Did you hear about the piece in the Washington Post yesterday on the National Association of Broadcasters latest feeble attempt to block the XM-Sirius merger?
The NAB was forced to admit it was behind a total of 8,500 e-mails opposing the merger, which were forwarded to the House and Senate.
Even worse. They’re phonies!
You can’t make this stuff up.
The Post tried to make contact with sixty of those “whose names were attached to similar, anti-merger emails instigated by the NAB.”
Only ten of the names were real and only one recalled filling out something about the merger – but had no position on it.
Fumbles, now you’ve been caught stuffing the ballot box. Did you hire former Ohio Secretary of State and election-fixer Ken Blackwell as your consultant?
What were you drinking?
Is this another one of the “new ideas” you promised the radio industry when you first took over the helm at the NAB?
Did you really believe, given your dubious past performance, that you’d avoid scrutiny on this one?

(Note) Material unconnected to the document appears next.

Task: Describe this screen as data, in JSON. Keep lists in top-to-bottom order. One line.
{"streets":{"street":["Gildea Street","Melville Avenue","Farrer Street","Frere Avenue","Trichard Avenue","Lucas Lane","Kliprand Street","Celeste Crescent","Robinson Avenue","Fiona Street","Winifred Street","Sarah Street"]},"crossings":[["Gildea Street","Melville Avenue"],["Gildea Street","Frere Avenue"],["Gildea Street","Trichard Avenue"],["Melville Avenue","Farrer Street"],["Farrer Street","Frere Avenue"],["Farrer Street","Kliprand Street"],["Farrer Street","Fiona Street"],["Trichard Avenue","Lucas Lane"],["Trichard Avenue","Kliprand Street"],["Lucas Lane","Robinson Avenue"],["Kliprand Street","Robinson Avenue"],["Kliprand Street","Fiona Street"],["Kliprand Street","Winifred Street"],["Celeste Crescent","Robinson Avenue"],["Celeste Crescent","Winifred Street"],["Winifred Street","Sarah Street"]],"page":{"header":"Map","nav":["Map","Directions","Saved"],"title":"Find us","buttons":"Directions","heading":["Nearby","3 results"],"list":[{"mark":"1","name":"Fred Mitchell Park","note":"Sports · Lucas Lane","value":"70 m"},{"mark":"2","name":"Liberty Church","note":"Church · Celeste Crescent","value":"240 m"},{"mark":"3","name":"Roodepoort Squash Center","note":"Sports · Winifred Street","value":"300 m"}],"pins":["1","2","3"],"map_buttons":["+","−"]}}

There’s obvious and there’s painfully obvious. You’re in the latter.
Fumbles, you’re Elmer Fudd to the rascally rabbits and XM and Sirius.
I like the way you hid under his desk and dispatched your doorstop and mouthpiece, Dennis Wharton, to sheepishly confess and confirm that the NAB bought pop-ups on numerous consumer web sites, including PriceGrabber.com and Staples.com.
Love the header: The XM/Sirius Merger will Create Higher Prices. Stop the Monopoly.
The site offered participants a choice: Yes, I’d like to stop the monopoly and an option to file a comment or No, thank you.
None of the people contacted by the Post recalled going through the procedure of supplying personal contact information.
That didn’t stop your boy Wharton from counter-claiming that the NAB has the names, dates, postal addresses, and e-mails to prove the responses were sent by real people.
That’s like elections where dead people are still registered to vote.
Stretching the truth, one could say real people they once were.
Those among the living deny sending the e-mails – and some are enraged that their e-mail addresses were pilfered and used by the NAB without permission.
"I have a high degree of confidence in this," Wharton told the Post. "They (the e-mailers) had to physically type in their name and address. It was a fairly rigorous process."
Memo to Dennis Wharton: If you’re going to lie, lie convincingly.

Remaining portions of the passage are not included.